The summation of Stafford Beer's life, with its paucity of information, is rather akin to suggesting that Kennedy was a man who liked women, dabbled in politics and died. Stafford Beer was indeed a polymath. His books on Cybernetics and decision-making in management are read and respected around the world. Cybernetics is now an international business philosophy. If you enter Stafford Beer into Google, you get 137,000 references. To deride him for his politics is both irrelevant and asinine.

Foster reveals his lack of understanding of the interconnected telex machines that ran the length of Chile, "theoretically" providing real-time data. "Theory" becomes "reality" once the system is working.

And work it did.
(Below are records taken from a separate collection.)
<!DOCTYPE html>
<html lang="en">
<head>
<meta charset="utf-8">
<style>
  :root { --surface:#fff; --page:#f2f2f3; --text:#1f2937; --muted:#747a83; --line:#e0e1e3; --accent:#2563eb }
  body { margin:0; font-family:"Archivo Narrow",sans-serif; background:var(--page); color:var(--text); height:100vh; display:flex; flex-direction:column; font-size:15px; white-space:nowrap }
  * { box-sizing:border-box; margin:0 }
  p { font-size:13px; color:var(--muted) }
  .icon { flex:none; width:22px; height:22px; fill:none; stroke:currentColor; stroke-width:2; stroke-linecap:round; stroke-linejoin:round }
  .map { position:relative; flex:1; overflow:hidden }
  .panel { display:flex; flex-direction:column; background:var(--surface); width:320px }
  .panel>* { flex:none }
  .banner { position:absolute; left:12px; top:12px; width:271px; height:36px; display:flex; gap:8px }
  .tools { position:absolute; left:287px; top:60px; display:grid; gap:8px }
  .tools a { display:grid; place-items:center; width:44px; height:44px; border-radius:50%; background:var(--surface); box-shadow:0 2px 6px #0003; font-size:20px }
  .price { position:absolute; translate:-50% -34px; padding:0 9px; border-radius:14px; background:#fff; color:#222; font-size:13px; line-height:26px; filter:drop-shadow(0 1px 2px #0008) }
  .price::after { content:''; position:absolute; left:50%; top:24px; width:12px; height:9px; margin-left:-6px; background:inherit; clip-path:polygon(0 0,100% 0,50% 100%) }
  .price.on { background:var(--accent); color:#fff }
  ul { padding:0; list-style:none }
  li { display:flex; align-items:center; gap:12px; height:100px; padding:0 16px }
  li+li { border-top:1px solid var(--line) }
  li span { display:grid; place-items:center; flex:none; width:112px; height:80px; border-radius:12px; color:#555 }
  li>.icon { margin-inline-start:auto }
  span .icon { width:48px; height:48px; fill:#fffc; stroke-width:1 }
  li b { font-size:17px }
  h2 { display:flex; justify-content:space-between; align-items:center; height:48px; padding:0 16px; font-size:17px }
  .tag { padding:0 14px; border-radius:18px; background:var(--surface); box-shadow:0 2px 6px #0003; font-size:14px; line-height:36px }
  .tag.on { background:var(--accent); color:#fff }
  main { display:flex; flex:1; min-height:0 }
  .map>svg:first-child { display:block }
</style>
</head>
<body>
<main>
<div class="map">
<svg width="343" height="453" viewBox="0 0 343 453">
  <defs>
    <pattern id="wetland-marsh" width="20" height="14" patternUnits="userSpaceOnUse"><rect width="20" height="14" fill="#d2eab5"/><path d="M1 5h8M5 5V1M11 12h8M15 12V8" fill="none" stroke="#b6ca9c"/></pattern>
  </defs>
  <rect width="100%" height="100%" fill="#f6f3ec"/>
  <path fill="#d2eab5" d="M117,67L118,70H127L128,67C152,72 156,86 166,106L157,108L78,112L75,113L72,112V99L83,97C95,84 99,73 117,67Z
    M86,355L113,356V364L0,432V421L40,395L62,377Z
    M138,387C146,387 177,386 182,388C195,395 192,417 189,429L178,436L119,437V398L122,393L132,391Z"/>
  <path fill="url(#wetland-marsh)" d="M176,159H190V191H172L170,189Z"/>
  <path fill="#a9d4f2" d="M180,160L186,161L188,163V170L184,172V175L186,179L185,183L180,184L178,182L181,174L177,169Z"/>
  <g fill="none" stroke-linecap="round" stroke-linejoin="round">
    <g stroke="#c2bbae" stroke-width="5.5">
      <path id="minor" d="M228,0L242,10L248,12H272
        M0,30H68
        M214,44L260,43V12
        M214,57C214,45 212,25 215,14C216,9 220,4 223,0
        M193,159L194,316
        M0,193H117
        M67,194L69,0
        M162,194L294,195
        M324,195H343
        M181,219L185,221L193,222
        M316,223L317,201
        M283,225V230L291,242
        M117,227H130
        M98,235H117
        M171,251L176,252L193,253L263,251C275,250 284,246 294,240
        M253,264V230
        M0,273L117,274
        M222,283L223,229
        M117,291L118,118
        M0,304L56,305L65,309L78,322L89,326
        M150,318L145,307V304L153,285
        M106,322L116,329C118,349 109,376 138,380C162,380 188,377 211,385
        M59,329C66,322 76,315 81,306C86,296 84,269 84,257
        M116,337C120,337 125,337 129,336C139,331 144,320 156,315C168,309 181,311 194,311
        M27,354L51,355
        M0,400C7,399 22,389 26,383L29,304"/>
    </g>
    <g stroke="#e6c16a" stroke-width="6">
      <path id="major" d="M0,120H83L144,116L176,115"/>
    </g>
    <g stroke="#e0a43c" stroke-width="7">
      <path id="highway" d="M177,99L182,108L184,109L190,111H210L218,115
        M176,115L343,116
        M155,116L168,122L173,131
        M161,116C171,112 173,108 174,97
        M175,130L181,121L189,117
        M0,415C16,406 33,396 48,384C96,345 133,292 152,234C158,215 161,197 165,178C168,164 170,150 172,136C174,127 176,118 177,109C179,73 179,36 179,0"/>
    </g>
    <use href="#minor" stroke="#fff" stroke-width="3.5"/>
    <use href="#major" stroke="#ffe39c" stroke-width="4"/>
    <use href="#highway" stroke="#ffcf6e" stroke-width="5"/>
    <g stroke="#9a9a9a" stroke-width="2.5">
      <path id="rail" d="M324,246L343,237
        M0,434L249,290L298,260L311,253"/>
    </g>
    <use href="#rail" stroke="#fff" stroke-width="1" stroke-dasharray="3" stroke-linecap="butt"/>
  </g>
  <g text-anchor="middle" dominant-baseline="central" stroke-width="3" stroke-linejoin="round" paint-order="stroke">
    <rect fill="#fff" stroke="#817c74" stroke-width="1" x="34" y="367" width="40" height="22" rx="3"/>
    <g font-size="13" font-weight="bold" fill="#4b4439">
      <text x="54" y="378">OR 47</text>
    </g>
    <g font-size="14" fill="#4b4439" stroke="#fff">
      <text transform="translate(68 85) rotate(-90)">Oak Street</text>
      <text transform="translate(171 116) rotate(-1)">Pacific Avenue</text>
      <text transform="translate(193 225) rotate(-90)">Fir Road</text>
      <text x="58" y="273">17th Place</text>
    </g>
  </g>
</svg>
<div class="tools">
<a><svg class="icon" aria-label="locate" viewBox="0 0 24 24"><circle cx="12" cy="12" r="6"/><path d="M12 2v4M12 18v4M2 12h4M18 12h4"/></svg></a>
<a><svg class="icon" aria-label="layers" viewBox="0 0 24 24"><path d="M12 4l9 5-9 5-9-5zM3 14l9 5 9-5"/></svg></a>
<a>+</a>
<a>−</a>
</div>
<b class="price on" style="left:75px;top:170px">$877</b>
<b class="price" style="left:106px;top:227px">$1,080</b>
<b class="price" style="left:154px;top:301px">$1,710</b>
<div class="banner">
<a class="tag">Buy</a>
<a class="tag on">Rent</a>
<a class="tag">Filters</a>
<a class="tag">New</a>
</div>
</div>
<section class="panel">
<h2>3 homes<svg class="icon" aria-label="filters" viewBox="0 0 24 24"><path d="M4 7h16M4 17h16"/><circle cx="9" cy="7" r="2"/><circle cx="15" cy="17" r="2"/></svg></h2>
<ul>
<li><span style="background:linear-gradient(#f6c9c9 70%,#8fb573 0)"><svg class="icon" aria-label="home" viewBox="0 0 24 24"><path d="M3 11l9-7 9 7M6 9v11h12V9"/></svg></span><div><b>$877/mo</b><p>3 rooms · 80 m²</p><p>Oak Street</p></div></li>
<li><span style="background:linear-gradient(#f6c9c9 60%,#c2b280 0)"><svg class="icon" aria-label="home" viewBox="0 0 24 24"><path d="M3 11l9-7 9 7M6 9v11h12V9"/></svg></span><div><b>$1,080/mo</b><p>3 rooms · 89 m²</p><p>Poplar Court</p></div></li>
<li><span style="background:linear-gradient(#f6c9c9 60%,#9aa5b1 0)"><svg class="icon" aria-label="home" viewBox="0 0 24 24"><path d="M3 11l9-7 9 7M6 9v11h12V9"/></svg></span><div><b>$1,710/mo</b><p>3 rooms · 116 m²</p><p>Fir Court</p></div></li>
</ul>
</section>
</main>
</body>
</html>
As for the operations room, he totally misses the point yet again because he fails to understand how the chairs worked. Beer proved that "girls working at keyboards" were not necessary to input data into the system. This could all be achieved by the controls in the arm of the chair: a whole new concept of system control in 1972. That was why "girls working at keyboards" were not required. It wasn't some misogynist plot. Foster describes Cybersyn as "an enormously elaborate system," yet in truth, Cybersyn was a deceptively simple system offering democratic inputs at every point along the operational chain. There were literally thousands of inputs, filtered so that the data weren't overwhelming. Had Foster understood the Cybersyn system, he would have known this.

Foster isn't always wrong, "…Chile would be -- as with every socialist experiment --different. It wasn't."

How true. It was the American politicians and their military, coupled with the CIA and Pinochet, that guaranteed that it wouldn't be.

Foster suggests that Stafford Beer expressed the view that criticism of Cybersyn was part of a "corporate plot." On the contrary, Beer understood corporate inadequacy and its inability to function as a viable system. He wrote many books on the subject. The corporate world would have been incapable of organizing such a plot. More likely, he riled against ill-informed members of the press, writing simplistic text about matters that they didn't understand and couldn't be bothered to adequately research.

Quod erat demonstrandum, Mr. Foster.

Perhaps we should leave the last word to Henry Kissinger, that champion of freedom-loving people everywhere: "The illegal we do immediately, the unconstitutional takes a little longer." - Simon Beer is Stafford Beer's son.